>>

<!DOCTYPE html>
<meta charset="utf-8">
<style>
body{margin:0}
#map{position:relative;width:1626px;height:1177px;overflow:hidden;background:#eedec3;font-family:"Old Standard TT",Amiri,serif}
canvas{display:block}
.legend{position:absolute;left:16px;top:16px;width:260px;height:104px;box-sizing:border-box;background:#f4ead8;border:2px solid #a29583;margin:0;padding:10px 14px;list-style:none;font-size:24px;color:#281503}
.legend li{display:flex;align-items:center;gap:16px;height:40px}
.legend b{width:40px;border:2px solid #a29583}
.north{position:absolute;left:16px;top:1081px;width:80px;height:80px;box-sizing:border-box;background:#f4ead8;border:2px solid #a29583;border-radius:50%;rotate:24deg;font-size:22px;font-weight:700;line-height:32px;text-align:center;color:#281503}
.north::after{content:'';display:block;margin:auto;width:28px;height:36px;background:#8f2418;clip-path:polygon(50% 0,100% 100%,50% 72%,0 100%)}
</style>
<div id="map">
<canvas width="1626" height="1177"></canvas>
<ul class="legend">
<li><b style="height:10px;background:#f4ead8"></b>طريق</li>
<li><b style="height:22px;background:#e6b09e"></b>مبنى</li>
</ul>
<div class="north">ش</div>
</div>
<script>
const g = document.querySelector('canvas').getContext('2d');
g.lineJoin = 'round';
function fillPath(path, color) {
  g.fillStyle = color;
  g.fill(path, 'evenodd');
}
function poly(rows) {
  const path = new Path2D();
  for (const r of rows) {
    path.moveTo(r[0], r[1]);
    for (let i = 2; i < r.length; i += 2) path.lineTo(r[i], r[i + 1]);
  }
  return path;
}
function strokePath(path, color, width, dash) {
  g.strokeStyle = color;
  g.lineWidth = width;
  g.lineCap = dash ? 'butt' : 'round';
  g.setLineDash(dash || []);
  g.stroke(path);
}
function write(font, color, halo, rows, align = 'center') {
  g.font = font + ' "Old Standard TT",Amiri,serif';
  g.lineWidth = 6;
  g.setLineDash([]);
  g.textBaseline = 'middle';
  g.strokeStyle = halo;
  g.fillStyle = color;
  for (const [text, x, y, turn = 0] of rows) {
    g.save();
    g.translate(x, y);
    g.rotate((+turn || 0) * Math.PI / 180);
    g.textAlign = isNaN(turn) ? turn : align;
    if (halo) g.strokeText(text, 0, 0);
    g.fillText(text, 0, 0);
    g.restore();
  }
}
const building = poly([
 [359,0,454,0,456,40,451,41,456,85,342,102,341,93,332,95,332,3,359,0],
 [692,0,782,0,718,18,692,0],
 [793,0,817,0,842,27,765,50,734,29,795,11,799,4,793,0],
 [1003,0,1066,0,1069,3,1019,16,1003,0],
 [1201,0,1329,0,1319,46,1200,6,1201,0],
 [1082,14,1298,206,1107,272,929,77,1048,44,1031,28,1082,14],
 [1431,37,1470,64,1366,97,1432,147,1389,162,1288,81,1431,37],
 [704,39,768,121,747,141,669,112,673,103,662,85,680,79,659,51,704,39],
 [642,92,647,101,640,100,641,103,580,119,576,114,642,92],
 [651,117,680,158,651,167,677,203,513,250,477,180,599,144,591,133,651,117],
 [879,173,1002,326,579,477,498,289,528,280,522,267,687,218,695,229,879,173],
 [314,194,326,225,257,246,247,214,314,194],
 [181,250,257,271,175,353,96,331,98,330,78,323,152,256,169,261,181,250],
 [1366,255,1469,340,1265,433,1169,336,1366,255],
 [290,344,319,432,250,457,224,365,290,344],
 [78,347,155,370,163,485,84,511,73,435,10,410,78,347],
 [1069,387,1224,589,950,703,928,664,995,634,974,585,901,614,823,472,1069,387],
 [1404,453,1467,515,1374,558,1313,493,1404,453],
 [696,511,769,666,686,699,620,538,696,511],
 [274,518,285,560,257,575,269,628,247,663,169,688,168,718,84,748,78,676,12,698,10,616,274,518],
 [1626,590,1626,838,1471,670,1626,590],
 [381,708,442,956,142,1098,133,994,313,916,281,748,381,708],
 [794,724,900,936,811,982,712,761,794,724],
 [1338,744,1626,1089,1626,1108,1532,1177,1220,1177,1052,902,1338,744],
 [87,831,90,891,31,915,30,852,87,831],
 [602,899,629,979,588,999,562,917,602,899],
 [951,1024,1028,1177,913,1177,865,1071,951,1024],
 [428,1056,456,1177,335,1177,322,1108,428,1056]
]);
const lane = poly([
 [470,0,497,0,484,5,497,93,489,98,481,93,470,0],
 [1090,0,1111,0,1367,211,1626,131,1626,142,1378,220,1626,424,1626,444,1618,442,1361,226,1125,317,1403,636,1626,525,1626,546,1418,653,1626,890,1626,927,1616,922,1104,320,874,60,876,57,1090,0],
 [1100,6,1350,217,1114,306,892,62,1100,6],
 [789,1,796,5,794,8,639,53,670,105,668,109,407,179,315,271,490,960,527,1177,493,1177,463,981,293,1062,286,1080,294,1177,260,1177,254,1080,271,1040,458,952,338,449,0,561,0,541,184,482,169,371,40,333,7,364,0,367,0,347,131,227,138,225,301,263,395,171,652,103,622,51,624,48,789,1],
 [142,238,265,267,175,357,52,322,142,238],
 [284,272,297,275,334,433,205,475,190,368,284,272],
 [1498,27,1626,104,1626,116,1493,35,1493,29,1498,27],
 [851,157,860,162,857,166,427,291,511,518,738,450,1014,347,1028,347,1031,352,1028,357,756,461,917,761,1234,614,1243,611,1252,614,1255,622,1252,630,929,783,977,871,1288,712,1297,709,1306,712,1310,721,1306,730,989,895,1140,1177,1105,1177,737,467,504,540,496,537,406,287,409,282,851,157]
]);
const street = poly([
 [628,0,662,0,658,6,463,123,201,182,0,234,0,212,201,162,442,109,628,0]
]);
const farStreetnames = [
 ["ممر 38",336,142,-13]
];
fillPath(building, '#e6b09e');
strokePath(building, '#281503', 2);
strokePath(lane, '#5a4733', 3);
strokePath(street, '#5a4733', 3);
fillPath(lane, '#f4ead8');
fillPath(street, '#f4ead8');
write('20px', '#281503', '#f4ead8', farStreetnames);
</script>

<<
>>

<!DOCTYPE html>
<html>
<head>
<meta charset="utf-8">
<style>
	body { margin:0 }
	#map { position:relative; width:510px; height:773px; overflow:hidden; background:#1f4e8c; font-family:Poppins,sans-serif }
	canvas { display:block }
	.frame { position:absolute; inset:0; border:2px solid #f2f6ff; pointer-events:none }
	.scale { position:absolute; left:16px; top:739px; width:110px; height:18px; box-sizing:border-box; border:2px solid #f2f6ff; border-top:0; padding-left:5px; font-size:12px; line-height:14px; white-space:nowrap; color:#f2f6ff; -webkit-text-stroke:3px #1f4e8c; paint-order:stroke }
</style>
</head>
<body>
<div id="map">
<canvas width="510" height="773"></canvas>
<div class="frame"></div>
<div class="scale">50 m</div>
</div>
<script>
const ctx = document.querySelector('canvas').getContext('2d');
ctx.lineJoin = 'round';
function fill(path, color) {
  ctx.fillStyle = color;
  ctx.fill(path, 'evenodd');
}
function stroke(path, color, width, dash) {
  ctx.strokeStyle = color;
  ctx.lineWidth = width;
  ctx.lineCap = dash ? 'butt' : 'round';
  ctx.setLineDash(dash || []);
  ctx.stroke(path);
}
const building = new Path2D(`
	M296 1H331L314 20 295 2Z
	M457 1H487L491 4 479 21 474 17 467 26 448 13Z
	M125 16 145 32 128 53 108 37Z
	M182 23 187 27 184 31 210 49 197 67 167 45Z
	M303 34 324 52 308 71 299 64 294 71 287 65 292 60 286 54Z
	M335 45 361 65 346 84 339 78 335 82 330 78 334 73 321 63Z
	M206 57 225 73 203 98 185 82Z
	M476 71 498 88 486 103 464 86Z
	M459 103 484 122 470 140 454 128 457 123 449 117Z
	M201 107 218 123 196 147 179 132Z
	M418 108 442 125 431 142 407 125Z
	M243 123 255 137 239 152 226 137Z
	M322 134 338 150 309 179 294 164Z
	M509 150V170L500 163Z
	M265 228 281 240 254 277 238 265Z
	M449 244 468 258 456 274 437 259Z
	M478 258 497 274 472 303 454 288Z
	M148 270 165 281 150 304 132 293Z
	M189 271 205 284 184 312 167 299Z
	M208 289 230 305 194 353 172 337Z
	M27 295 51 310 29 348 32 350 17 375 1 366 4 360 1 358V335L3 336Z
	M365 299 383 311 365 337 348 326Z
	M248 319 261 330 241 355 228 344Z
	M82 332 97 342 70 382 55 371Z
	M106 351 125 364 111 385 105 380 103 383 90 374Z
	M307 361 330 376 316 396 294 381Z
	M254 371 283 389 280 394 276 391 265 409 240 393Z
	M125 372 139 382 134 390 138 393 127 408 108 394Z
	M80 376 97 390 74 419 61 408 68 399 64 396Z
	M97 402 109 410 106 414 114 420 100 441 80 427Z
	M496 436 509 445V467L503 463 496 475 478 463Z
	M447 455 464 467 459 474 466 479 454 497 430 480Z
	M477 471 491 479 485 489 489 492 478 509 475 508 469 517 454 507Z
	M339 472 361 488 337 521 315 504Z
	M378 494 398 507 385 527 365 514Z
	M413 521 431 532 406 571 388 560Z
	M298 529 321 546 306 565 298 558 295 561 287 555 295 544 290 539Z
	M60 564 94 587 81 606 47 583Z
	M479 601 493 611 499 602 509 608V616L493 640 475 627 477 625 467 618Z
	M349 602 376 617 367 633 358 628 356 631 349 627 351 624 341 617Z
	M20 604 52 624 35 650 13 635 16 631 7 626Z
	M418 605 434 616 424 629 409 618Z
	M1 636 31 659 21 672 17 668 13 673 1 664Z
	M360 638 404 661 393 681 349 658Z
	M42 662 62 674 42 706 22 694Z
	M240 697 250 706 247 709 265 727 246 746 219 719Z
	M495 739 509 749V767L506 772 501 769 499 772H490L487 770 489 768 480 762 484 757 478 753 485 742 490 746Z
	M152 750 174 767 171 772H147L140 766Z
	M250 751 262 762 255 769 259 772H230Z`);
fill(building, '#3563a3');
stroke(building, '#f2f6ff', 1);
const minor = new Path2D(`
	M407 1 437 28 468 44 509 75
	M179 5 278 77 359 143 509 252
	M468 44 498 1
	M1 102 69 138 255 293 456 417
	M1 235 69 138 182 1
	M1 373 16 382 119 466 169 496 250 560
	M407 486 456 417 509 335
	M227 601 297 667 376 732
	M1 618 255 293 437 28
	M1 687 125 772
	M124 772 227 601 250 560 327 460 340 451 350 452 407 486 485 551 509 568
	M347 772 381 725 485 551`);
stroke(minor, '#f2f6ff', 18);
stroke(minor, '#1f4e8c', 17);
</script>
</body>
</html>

<<

• Task goal: From the records above, copy each line that contains the word "halo".

• Answer:
function write(font, color, halo, rows, align = 'center') {
  g.strokeStyle = halo;
    if (halo) g.strokeText(text, 0, 0);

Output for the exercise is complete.